Jungle AI canopy
Lead Product Designer 2019-2020.
Enhancing Renewable Asset Management with Jungle AI’s Canopy
Jungle AI is a pioneering artificial intelligence company dedicated to optimizing the performance of renewable energy assets. At the heart of its offering is Canopy, a sophisticated AI-driven platform designed to provide in-depth analysis and monitoring of renewable assets. My role as a designer was pivotal in ensuring that Canopy is not only functional but also user-friendly and intuitive, allowing users to delve deeper into the components and subcomponents of their assets, pinpointing those that require attention.
2019 was a pivotal year for us at Jungle AI. We had to take a hard look at our processes and outcomes because, despite our best efforts, there were many misalignments and unclear problems when building the product. The outcome was not as successful as we had hoped. While the company had enjoyed success over the previous three years, the positive results often felt serendipitous rather than the result of meticulous planning. This realization was a catalyst for change, driving us to refine our approach and align our efforts more strategically.
Our clientele spans two distinct sectors: wind energy and heavy industry. Wind farm owners are typically eager and open-minded, always on the lookout for innovative tools that can streamline their operations and boost their profits. They welcome new technologies and are willing to experiment, providing us with a fertile ground for testing and refining our solutions. On the other hand, heavy industry players are more complacent, having settled for their existing tools because they get the job done. Their cautious nature means they require a more convincing argument to adopt new technologies.
Understanding these dynamics was crucial in shaping our approach.

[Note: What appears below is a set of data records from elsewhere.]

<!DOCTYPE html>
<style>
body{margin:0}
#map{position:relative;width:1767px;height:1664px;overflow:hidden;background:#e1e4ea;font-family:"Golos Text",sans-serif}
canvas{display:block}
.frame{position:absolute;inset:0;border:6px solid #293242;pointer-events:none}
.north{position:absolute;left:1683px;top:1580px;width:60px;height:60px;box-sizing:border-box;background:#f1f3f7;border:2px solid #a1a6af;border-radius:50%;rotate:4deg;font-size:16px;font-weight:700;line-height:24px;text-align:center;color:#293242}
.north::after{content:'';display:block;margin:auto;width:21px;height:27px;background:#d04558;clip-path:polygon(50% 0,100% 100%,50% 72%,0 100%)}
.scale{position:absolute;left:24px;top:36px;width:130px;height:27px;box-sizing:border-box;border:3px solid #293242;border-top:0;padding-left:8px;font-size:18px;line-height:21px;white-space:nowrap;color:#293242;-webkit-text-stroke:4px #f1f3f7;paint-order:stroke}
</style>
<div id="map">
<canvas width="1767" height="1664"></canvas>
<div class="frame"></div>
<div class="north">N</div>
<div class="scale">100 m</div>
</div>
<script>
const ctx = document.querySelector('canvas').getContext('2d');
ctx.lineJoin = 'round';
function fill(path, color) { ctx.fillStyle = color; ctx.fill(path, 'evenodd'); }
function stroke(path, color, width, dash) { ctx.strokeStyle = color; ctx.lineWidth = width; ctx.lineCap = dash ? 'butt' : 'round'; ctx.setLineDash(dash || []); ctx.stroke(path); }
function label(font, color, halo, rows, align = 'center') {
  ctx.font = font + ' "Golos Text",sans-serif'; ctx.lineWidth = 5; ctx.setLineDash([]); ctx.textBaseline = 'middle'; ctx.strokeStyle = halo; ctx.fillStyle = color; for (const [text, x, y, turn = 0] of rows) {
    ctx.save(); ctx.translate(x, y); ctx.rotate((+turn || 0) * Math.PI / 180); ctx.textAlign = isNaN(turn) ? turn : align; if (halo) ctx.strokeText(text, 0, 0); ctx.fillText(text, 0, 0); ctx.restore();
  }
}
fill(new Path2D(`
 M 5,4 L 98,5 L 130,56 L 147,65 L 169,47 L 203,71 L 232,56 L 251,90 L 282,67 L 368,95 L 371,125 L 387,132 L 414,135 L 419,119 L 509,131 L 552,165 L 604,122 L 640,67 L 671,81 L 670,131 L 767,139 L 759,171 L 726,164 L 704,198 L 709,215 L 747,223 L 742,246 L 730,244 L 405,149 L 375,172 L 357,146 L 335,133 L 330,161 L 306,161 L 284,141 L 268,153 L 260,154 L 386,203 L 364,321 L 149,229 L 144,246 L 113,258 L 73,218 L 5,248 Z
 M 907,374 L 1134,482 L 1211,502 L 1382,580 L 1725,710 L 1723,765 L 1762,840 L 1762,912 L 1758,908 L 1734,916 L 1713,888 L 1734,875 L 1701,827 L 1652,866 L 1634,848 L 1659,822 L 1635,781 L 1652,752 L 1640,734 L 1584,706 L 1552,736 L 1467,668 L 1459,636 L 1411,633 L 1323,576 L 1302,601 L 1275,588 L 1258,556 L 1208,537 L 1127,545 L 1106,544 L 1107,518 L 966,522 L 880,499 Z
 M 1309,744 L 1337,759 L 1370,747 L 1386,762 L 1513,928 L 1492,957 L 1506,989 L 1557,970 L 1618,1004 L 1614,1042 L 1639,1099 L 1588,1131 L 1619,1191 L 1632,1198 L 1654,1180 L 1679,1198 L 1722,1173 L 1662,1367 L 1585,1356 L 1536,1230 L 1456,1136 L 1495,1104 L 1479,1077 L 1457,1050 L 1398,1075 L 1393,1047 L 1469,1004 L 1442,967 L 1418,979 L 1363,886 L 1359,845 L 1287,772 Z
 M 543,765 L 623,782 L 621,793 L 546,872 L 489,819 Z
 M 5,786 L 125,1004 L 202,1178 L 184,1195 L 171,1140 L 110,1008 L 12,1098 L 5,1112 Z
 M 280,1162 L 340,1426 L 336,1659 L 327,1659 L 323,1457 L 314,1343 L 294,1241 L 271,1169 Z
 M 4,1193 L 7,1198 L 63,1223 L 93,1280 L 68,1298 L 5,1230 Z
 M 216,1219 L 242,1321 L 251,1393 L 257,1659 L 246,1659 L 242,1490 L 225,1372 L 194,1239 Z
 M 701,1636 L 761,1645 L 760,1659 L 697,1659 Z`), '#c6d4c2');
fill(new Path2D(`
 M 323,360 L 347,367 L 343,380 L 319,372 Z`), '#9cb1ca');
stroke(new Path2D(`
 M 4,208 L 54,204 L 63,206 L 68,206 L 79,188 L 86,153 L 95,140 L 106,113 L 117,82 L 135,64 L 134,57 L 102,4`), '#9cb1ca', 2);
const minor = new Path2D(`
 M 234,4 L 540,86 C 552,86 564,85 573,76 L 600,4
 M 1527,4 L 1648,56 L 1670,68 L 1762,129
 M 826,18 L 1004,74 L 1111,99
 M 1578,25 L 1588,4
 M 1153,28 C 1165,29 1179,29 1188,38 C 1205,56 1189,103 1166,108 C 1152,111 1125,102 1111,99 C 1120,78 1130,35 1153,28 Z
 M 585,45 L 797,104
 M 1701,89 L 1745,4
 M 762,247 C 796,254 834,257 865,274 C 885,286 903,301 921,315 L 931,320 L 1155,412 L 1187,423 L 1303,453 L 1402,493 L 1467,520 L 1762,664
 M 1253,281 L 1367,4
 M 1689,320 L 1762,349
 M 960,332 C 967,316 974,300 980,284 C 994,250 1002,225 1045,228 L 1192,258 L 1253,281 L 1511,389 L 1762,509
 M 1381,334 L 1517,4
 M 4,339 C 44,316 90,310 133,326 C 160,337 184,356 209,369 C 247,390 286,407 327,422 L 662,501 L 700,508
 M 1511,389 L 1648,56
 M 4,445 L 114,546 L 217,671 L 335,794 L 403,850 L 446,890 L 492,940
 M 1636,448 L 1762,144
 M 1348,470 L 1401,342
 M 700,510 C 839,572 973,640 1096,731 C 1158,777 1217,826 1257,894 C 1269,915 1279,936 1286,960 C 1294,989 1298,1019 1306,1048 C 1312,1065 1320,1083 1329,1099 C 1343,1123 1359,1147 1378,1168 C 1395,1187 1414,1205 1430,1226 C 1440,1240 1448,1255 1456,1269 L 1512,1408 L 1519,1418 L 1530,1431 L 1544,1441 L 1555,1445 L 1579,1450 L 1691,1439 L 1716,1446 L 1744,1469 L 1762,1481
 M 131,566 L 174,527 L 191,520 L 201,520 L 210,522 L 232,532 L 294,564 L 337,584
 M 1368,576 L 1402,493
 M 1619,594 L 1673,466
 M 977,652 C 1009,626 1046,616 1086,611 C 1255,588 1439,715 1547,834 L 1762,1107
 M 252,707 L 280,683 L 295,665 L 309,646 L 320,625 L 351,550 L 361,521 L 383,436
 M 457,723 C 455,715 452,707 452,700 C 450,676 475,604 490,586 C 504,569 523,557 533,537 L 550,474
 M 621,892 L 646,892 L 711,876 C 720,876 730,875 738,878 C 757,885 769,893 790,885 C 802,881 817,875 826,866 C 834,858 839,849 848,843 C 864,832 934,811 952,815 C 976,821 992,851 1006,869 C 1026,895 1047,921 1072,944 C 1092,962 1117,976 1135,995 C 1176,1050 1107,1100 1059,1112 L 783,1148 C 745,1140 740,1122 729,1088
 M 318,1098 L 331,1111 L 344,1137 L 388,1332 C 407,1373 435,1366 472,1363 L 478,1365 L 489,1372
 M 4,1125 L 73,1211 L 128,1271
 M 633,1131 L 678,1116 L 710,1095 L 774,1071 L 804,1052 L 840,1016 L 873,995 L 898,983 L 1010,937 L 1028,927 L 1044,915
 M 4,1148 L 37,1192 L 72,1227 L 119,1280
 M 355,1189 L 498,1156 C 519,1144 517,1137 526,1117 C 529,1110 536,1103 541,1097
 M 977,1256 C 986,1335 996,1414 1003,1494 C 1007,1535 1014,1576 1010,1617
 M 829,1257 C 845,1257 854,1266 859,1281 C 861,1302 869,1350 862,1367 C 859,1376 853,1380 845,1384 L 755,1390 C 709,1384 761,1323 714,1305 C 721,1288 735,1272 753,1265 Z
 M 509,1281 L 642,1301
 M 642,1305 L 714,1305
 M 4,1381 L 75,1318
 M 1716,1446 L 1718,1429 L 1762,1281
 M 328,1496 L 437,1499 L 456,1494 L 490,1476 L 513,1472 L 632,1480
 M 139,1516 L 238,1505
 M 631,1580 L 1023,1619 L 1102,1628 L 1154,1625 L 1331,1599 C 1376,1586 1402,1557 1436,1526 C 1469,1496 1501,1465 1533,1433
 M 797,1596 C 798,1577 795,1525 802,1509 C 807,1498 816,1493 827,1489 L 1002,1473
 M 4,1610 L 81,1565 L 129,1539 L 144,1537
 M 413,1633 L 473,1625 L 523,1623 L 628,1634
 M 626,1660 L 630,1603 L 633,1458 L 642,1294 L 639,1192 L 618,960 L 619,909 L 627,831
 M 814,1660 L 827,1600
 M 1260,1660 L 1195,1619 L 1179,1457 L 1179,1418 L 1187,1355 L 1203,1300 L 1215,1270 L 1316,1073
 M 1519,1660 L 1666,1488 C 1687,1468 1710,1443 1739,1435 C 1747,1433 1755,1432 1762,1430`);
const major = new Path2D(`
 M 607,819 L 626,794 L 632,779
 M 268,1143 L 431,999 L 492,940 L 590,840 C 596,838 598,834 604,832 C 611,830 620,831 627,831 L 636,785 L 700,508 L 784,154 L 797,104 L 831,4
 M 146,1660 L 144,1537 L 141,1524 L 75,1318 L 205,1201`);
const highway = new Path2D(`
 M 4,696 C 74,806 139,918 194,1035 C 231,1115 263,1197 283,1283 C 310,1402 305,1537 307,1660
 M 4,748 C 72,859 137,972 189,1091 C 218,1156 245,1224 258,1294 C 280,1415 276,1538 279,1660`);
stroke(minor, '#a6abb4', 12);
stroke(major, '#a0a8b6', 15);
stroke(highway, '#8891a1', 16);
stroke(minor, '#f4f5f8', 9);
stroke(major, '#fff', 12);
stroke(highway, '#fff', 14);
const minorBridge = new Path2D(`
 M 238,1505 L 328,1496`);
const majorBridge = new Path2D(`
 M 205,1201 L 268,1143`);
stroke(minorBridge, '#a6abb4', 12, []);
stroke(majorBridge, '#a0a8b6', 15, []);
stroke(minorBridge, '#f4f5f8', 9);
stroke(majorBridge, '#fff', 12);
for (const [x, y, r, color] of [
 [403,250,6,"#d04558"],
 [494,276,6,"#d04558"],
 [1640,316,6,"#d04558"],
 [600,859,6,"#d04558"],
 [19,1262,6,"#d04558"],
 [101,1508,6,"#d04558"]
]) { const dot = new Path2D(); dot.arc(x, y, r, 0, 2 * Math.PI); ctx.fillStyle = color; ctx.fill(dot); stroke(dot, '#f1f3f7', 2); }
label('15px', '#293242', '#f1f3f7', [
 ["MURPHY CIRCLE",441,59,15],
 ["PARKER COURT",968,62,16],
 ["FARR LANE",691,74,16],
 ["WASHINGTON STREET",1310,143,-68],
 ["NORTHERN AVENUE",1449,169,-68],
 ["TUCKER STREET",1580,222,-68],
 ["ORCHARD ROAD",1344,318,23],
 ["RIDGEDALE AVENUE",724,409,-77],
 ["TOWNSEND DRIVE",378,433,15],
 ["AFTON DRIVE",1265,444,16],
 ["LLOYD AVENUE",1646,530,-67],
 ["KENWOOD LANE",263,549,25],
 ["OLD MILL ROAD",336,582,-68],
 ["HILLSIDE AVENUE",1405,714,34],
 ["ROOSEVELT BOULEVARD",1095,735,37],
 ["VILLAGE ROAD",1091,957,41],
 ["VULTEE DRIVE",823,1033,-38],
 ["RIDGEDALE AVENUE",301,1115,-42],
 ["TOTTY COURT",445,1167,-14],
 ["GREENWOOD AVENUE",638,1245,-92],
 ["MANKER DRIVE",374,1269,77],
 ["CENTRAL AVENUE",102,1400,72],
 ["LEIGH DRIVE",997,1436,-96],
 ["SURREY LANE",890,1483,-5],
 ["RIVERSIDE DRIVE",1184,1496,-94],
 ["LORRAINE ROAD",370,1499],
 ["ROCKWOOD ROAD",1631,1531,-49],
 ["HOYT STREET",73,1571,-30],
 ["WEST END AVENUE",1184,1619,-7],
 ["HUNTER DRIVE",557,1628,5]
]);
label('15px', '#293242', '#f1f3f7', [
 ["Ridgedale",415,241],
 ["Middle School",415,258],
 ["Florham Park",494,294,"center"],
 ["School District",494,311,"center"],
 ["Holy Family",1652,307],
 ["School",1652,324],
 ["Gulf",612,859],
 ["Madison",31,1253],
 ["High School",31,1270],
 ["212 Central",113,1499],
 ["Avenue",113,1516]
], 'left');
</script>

For the wind industry, our strategy involved rapid iteration and feedback loops, leveraging their openness to refine our offerings quickly. We focused on demonstrating clear, immediate benefits to build trust and demonstrate value. Conversely, for heavy industry, we knew we needed a more measured approach. This meant extensive testing, rigorous proof of concept phases, and a clear demonstration of long-term value to overcome their initial hesitance.
By addressing the unique needs and attitudes of these sectors, we aimed to create a more robust, user-centric product. This dual approach allowed us to cater to the enthusiastic experimentation of wind farm owners while providing the reliability and assurance demanded by heavy industry. The lessons learned from this period of reflection and recalibration have been instrumental in shaping our current success, enabling us to better serve our diverse customer base with precision and purpose.
Constrains
As the designer, I faced constraints typical in our field. Previous design attempts with two agencies had failed. The founders and head of product had strong, often conflicting assumptions, making decisions challenging. With a looming deadline, many features relied on assumptions rather than user research, driven by investor pressure. Grafana was our tool for presenting results.
House keeping
I introduced design workshops to the team as a safe space for everyone to express their ideas and thoughts. The main goals were to enhance cross-team collaboration, increase receptivity to feedback, and promote research-based solutions. We emphasized that we were tackling problems together, not competing against each other. We discouraged siloed work and ego-driven decisions, favoring fact-based solutions instead.
The solution path
We agreed to conduct qualitative research to better understand the problem space, apply previous learnings before my tenure, and commit to building from there. This approach ensured we leveraged past insights and grounded our solutions in real user needs, setting a strong foundation for our design process.
User Experience (UX) Design
- Seamless Navigation: Ensured that navigation within the platform is seamless, allowing users to move from high-level overviews to detailed component analyses effortlessly.
- Interactive Elements: Incorporated interactive elements such as clickable components and detailed sensor data pop-ups, enhancing user engagement and understanding.
- Customization Options: Provided customization options for users to tailor the platform to their specific needs, such as setting thresholds for warnings and choosing preferred data visualization formats.
User Interface (UI) Design
- Intuitive Dashboard: Developed a clean, intuitive dashboard that allows users to monitor asset performance at a glance.
- Component Visualization: Designed visual representations of asset components, enabling users to easily identify and drill down into specific areas requiring attention.
- Anomaly Indicators: Created clear and distinguishable anomaly indicators, helping users quickly spot and understand issues.
Usability Testing
- User Feedback Integration: Conducted usability testing sessions with potential users to gather feedback and refine the platform accordingly.
- Iterative Design Improvements: Made iterative improvements based on user feedback, ensuring that Canopy meets the practical needs of asset managers in the renewable energy sector.
Impact
The design enhancements significantly improved the user experience and functionality of Canopy, leading to:
- Increased Efficiency: Users can now quickly identify and address issues at the component level, reducing downtime and maintenance costs.
- Enhanced Decision-Making: Detailed insights into sensor anomalies and component performance enable better decision-making and proactive maintenance.
- Greater User Adoption: The intuitive and user-friendly design has led to higher adoption rates among asset managers, maximizing the impact of Jungle AI’s innovative technology.